== RAW DATA ==
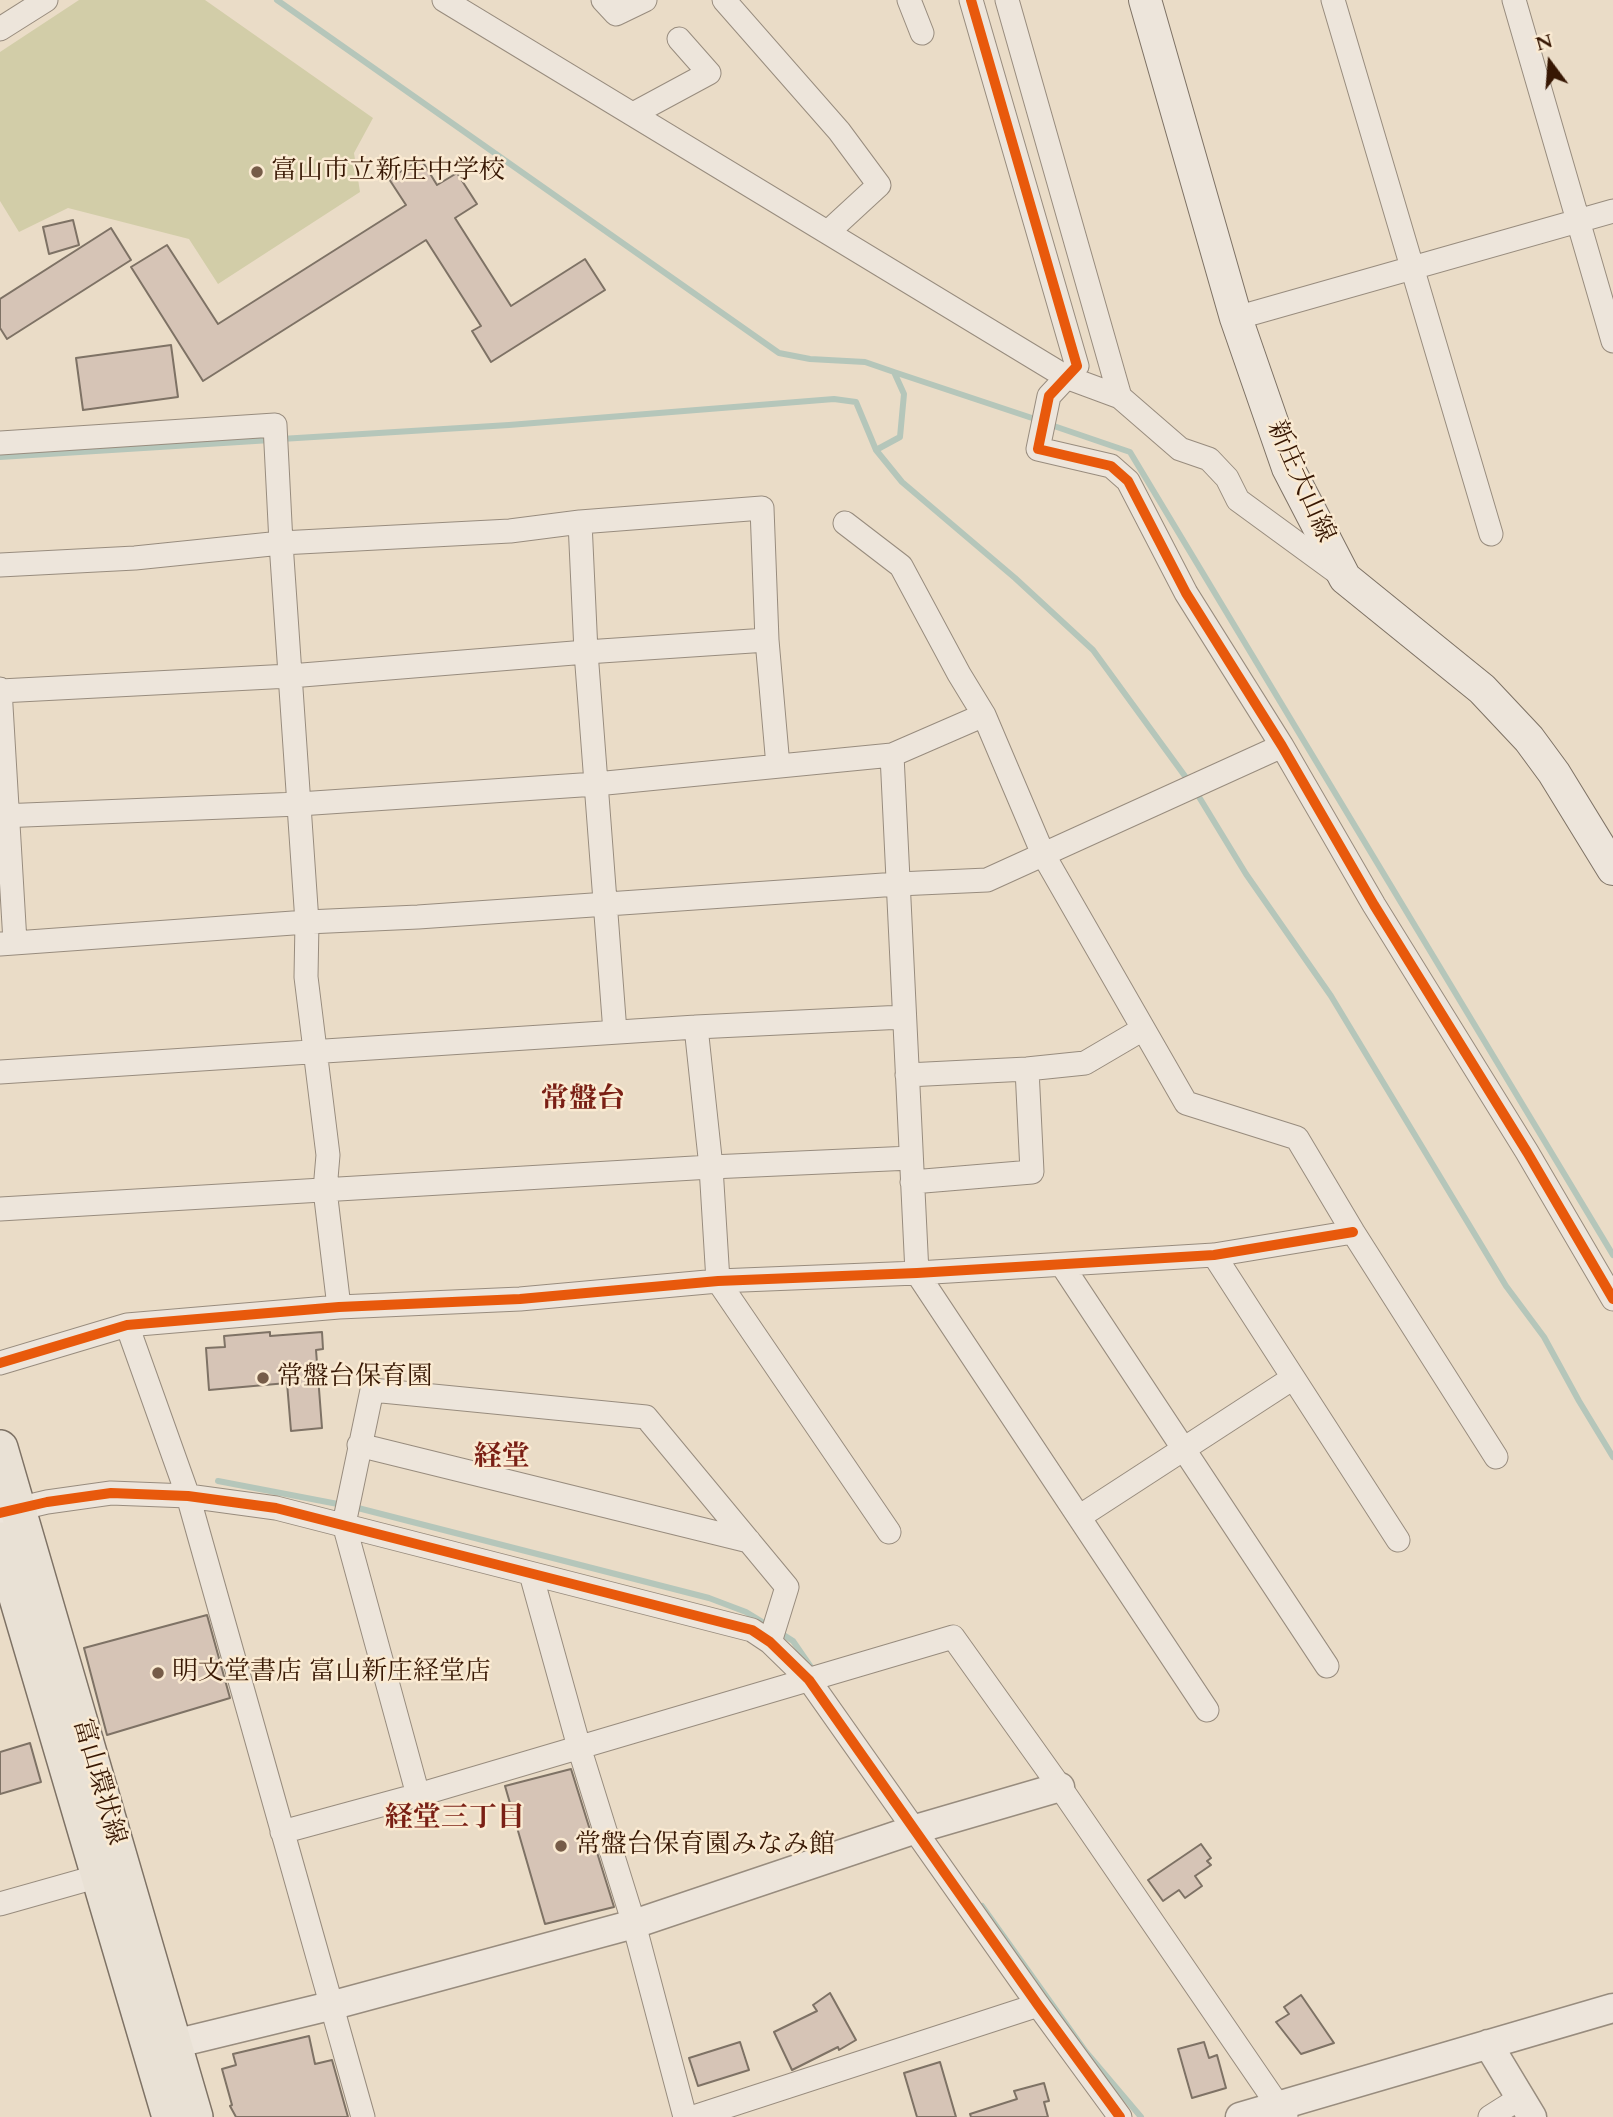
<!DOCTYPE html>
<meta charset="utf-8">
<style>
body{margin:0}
#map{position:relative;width:1613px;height:2117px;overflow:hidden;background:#eadcc7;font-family:Cardo,serif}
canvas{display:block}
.north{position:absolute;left:1515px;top:28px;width:70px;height:70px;-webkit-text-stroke:5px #faead2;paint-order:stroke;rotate:344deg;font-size:19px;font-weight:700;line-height:28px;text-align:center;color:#371703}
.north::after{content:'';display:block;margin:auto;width:24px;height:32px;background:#371703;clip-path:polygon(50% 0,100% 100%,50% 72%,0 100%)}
</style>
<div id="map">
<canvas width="1613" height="2117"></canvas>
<div class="north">N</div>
</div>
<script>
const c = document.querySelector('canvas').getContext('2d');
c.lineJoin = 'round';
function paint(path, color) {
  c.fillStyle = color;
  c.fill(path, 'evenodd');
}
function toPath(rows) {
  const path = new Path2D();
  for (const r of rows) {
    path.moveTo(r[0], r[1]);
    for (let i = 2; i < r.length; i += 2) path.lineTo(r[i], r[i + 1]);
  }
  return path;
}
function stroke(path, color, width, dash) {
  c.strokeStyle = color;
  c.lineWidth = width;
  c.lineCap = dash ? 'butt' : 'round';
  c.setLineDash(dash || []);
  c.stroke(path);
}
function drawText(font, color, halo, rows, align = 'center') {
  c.font = font + ' Cardo,"Noto Serif JP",serif';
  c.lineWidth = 5;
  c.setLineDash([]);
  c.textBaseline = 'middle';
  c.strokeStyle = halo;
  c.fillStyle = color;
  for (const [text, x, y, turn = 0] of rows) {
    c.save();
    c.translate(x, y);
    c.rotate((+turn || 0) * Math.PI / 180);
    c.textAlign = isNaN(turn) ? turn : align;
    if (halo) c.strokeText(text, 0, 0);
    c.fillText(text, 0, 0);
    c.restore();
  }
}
paint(toPath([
 [79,0,205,0,373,118,354,153,360,192,218,284,189,239,68,208,19,232,0,201,0,52]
]), '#d2cda8');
stroke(toPath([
 [277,0,779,353,810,359,865,362,894,372,904,394,900,437,876,450],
 [894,372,1038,420],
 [1048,424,1130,452,1613,1255],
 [281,439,509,425,834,399,856,402,876,450,902,482,1015,578,1093,650,1190,783],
 [0,457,271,440],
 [1196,792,1246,874,1331,996,1506,1286,1544,1337,1579,1401,1613,1457],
 [218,1481,343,1505],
 [354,1507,709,1598,746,1612,769,1626],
 [779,1632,793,1641,815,1673],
 [982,1906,1086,2052,1141,2117]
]), '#b5c6ba', 6);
const building = toPath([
 [421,159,437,185,457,173,477,204,455,218,511,306,585,259,605,290,491,362,472,331,481,326,426,240,203,381,131,267,167,245,218,324,406,205,389,179,421,159],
 [73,220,79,245,49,254,43,227,73,220],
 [111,228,131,260,7,339,0,328,0,299,111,228],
 [171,345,178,397,83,410,76,358,171,345],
 [270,1332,270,1336,322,1332,323,1349,316,1350,322,1428,291,1431,287,1383,209,1390,206,1348,225,1347,224,1336,270,1332],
 [207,1615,230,1698,107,1735,84,1648,207,1615],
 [30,1743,41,1782,0,1794,0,1752,30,1743],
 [571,1769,614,1907,545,1924,505,1786,571,1769],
 [1201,1844,1211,1858,1207,1861,1211,1865,1195,1876,1202,1886,1185,1898,1179,1890,1163,1901,1148,1880,1201,1844],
 [830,1993,856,2040,839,2050,838,2047,792,2070,774,2032,817,2011,813,2005,830,1993],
 [1301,1995,1334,2043,1301,2054,1276,2022,1289,2014,1284,2007,1301,1995],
 [309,2036,315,2064,332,2060,348,2117,236,2117,230,2106,232,2105,222,2069,236,2065,233,2054,309,2036],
 [740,2042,749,2070,698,2086,689,2058,740,2042],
 [1204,2042,1209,2058,1217,2055,1226,2088,1192,2098,1178,2049,1204,2042],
 [940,2062,956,2117,917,2117,904,2073,940,2062],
 [1044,2083,1049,2101,1044,2102,1048,2117,971,2117,970,2114,1017,2099,1014,2091,1044,2083]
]);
paint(building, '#d6c4b6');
stroke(building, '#7e7265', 2);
const minor = toPath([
 [444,0,1066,377,1120,397,1180,449,1209,459,1227,478,1238,500,1342,576],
 [603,0,616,14,645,0],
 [724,0,839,131,879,185,828,232],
 [909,0,922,33],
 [971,0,1077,366,1049,396,1038,449,1111,466,1128,481,1186,593,1282,746,1374,905,1527,1152,1613,1299],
 [1007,0,1120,397],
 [1333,0,1491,534],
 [1514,0,1613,341],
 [0,29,46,0],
 [633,114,709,73,679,39],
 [1236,318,1613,211],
 [0,443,275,425,281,543,307,922,306,977,328,1155,325,1190,339,1307],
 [580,522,586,652,615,1032],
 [845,523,901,566,959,674,984,715,1043,854,1186,1103,1297,1138,1353,1232,1496,1457],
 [0,565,135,558,281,543,510,531,580,522,762,508,767,640,778,766],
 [0,689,15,942],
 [0,691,290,676,586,652,767,640],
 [892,755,917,1273,1207,1710],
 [0,816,299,804,596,784,892,755,984,715],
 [0,944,307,922,418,917,898,884,987,880,1282,746],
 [696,1027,711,1167,718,1281,889,1532],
 [0,1072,696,1027,904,1017],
 [907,1075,1027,1069,1085,1063,1143,1029],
 [912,1182,1032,1172,1027,1069],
 [0,1209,711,1167,911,1158],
 [1214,1255,1398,1540],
 [1062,1265,1327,1666],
 [127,1325,188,1496,363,2117],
 [0,1363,127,1325,339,1307,520,1299,718,1281,917,1273,1214,1255,1353,1232],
 [359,1445,749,1541],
 [0,1513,47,1502,111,1493,188,1496,276,1508,752,1630,770,1642,809,1680,1038,2005,1120,2117],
 [1079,1517,1293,1378],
 [531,1574,579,1747,634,1924,685,2117],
 [418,1795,344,1524,372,1390,646,1417,787,1587,770,1642],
 [282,1832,418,1795,953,1637,1060,1787,1286,2117],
 [0,1904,99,1876],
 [694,2117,1038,2005],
 [1490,2117,1520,2098]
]);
const tertiary = toPath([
 [1488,2044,1532,2117],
 [153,2049,330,2006,634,1924,916,1829,1060,1787],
 [1240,2117,1613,2008]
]);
const secondary = toPath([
 [1145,0,1236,318,1288,468,1345,578,1482,689,1529,739,1554,773,1613,869]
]);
const primary = toPath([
 [0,1448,195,2117],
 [0,1540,170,2117]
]);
stroke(minor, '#988c7e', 25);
stroke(tertiary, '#988c7e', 31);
stroke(secondary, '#7e7265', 34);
stroke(primary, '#7e7265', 38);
stroke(minor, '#ede5db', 23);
stroke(tertiary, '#ede5db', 28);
stroke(secondary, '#ede5db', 32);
stroke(primary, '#e9e1d5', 35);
stroke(toPath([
 [971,0,1077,366,1049,396,1038,449,1111,466,1128,481,1186,593,1282,746,1374,905,1527,1152,1613,1299],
 [0,1363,127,1325,339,1307,520,1299,718,1281,917,1273,1214,1255,1353,1232],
 [0,1513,47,1502,111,1493,188,1496,276,1508,752,1630,770,1642,809,1680,1038,2005,1120,2117]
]), '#e8590c', 10);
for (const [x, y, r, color] of [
 [257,172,7,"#765c48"],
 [263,1378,7,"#765c48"],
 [158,1673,7,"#765c48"],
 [561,1846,7,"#765c48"]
]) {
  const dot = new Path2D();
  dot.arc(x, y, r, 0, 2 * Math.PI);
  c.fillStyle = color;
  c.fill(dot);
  stroke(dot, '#faead2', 2.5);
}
drawText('26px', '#371703', '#faead2', [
 ["富山市立新庄中学校",271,172],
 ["常盤台保育園",277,1378],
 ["明文堂書店 富山新庄経堂店",172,1673],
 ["常盤台保育園みなみ館",575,1846]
], 'left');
drawText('26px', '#371703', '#faead2', [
 ["新庄大山線",1300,482,66],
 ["富山環状線",98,1782,74]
]);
drawText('bold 28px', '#7a1f14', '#faead2', [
 ["常盤台",583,1101],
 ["経堂",502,1459],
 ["経堂三丁目",455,1820]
]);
</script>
===
Sift through the material above and copy each line that holds "center".

* [ANSWER SPACE]
.north{position:absolute;left:1515px;top:28px;width:70px;height:70px;-webkit-text-stroke:5px #faead2;paint-order:stroke;rotate:344deg;font-size:19px;font-weight:700;line-height:28px;text-align:center;color:#371703}
function drawText(font, color, halo, rows, align = 'center') {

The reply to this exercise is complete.